## WHAT IS NEEDED
Your reply should reproduce all the data below exactly while excluding the pictures.

## SUPPLIED RECORDS
BEGIN
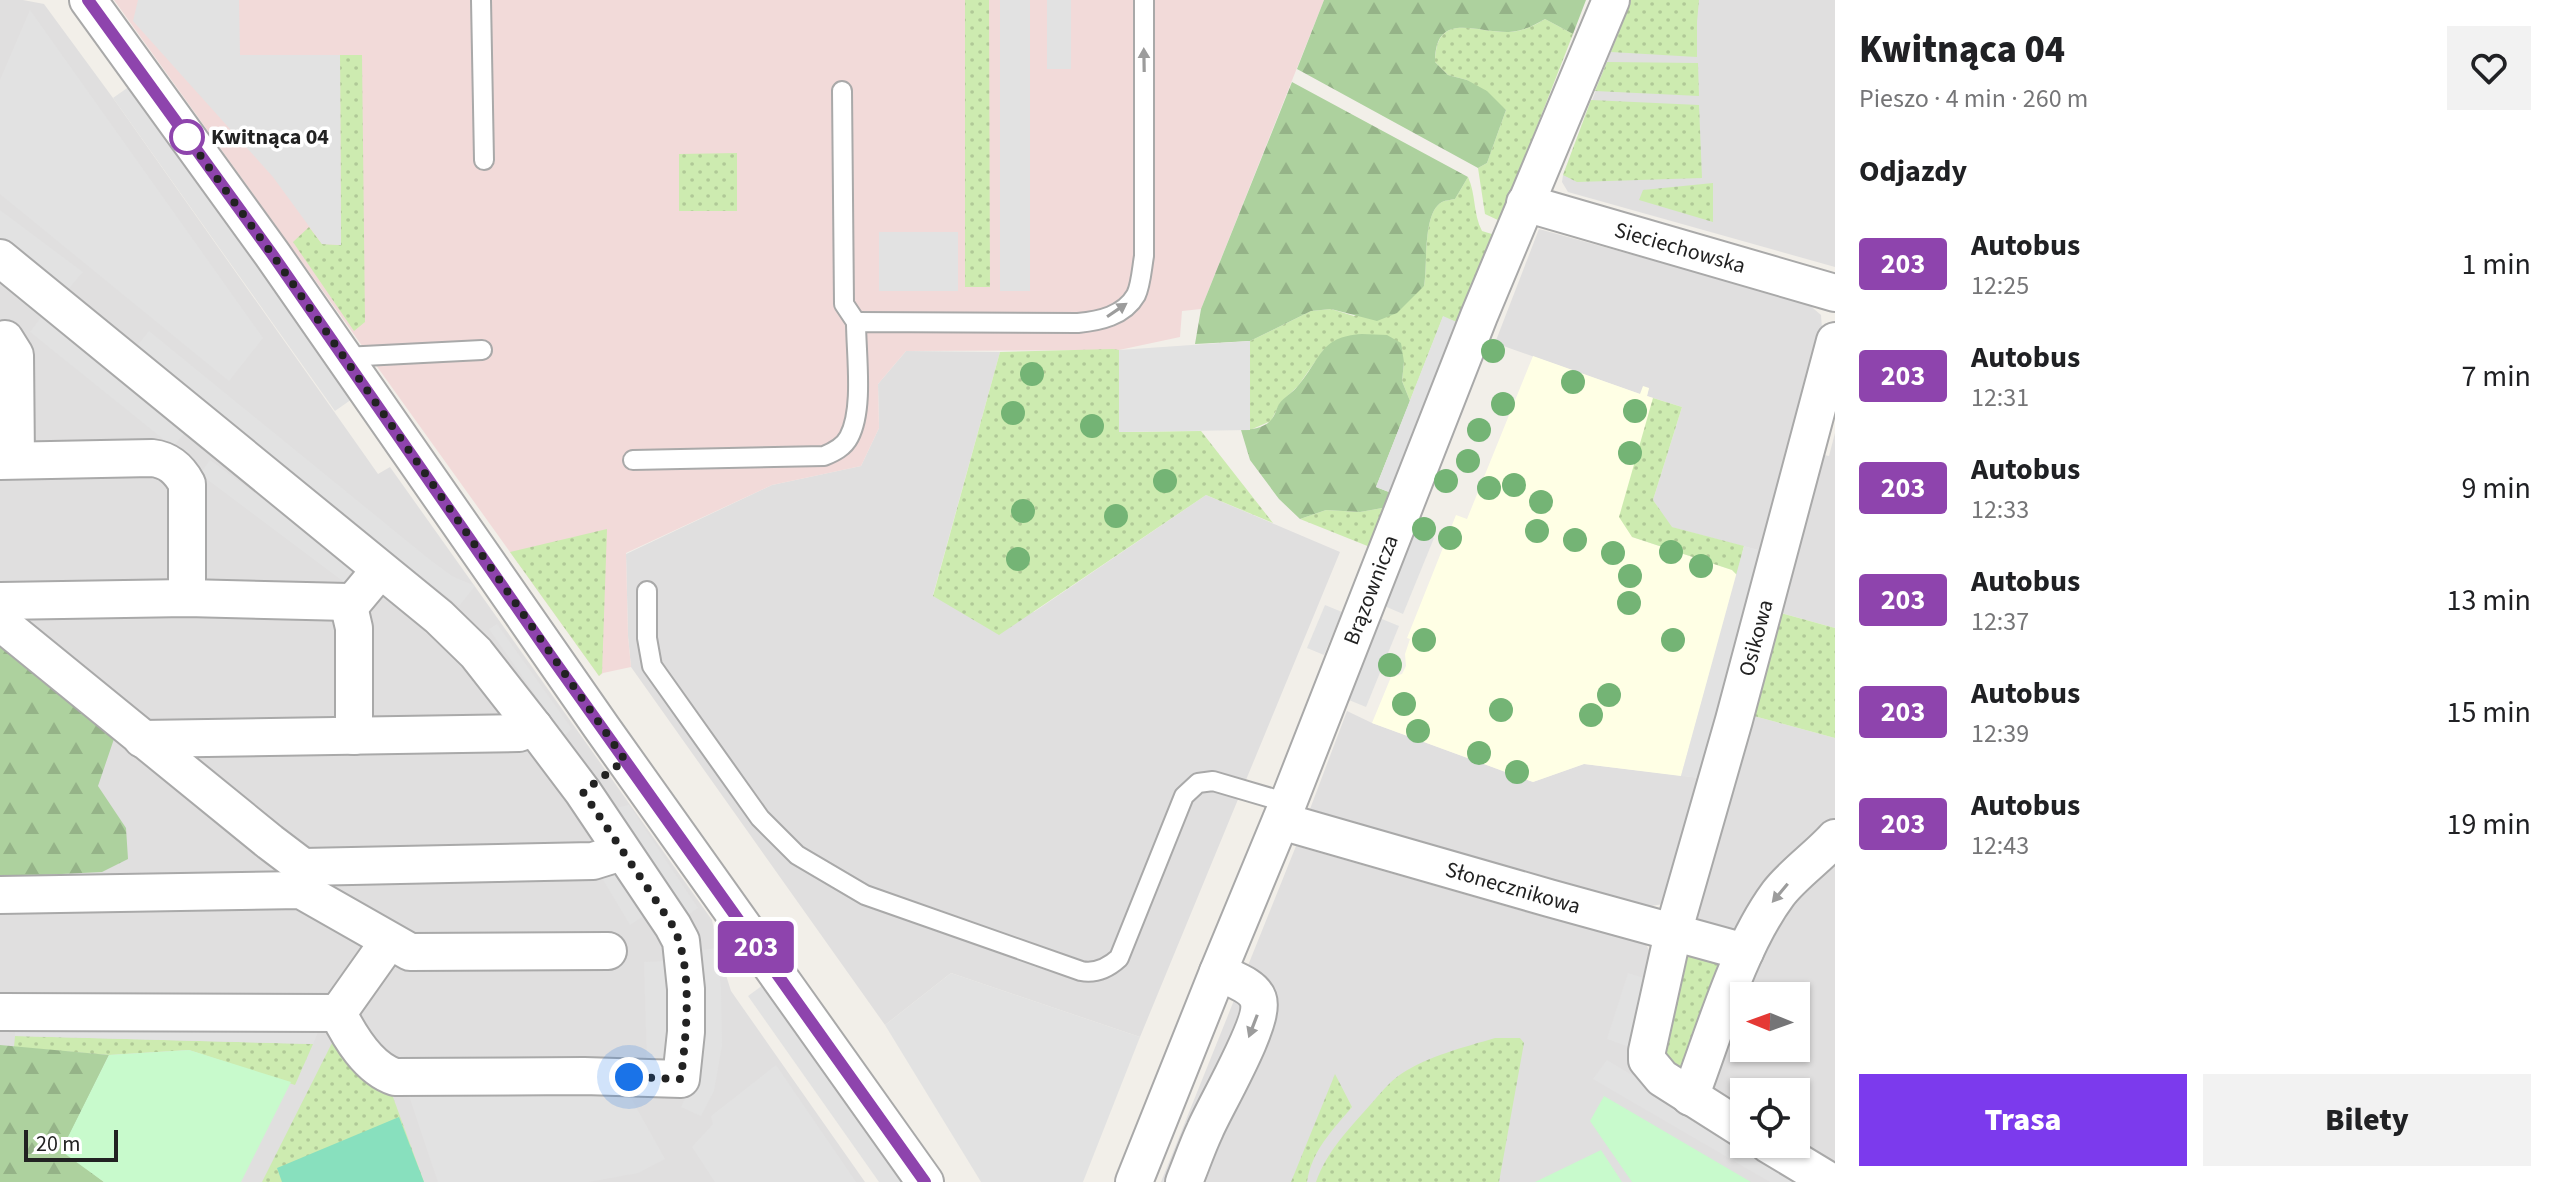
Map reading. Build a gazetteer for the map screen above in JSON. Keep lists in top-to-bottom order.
{
  "streets": {
    "street": [
      "Sieciechowska",
      "Brązownicza",
      "Osikowa",
      "Słonecznikowa"
    ]
  },
  "crossings": [
    ["Sieciechowska", "Brązownicza"],
    ["Brązownicza", "Słonecznikowa"],
    ["Osikowa", "Słonecznikowa"]
  ],
  "places": ["Kwitnąca 04"],
  "lines": ["bus line 203"],
  "scale_bar": "20 m",
  "north": "left",
  "page": {
    "on_map": "203",
    "heading": [
      ["Kwitnąca 04", "Pieszo · 4 min · 260 m"],
      "Odjazdy"
    ],
    "list": [
      {
        "mark": "203",
        "name": "Autobus",
        "note": "12:25",
        "value": "1 min"
      },
      {
        "mark": "203",
        "name": "Autobus",
        "note": "12:31",
        "value": "7 min"
      },
      {
        "mark": "203",
        "name": "Autobus",
        "note": "12:33",
        "value": "9 min"
      },
      {
        "mark": "203",
        "name": "Autobus",
        "note": "12:37",
        "value": "13 min"
      },
      {
        "mark": "203",
        "name": "Autobus",
        "note": "12:39",
        "value": "15 min"
      },
      {
        "mark": "203",
        "name": "Autobus",
        "note": "12:43",
        "value": "19 min"
      }
    ],
    "buttons": ["Trasa", "Bilety"],
    "scale": "20 m"
  }
}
END
## ANSWER TO THE EXERCISE
Map reading. Build a gazetteer for the map screen above in JSON. Keep lists in top-to-bottom order.
{
  "streets": {
    "street": [
      "Sieciechowska",
      "Brązownicza",
      "Osikowa",
      "Słonecznikowa"
    ]
  },
  "crossings": [
    ["Sieciechowska", "Brązownicza"],
    ["Brązownicza", "Słonecznikowa"],
    ["Osikowa", "Słonecznikowa"]
  ],
  "places": ["Kwitnąca 04"],
  "lines": ["bus line 203"],
  "scale_bar": "20 m",
  "north": "left",
  "page": {
    "on_map": "203",
    "heading": [
      ["Kwitnąca 04", "Pieszo · 4 min · 260 m"],
      "Odjazdy"
    ],
    "list": [
      {
        "mark": "203",
        "name": "Autobus",
        "note": "12:25",
        "value": "1 min"
      },
      {
        "mark": "203",
        "name": "Autobus",
        "note": "12:31",
        "value": "7 min"
      },
      {
        "mark": "203",
        "name": "Autobus",
        "note": "12:33",
        "value": "9 min"
      },
      {
        "mark": "203",
        "name": "Autobus",
        "note": "12:37",
        "value": "13 min"
      },
      {
        "mark": "203",
        "name": "Autobus",
        "note": "12:39",
        "value": "15 min"
      },
      {
        "mark": "203",
        "name": "Autobus",
        "note": "12:43",
        "value": "19 min"
      }
    ],
    "buttons": ["Trasa", "Bilety"],
    "scale": "20 m"
  }
}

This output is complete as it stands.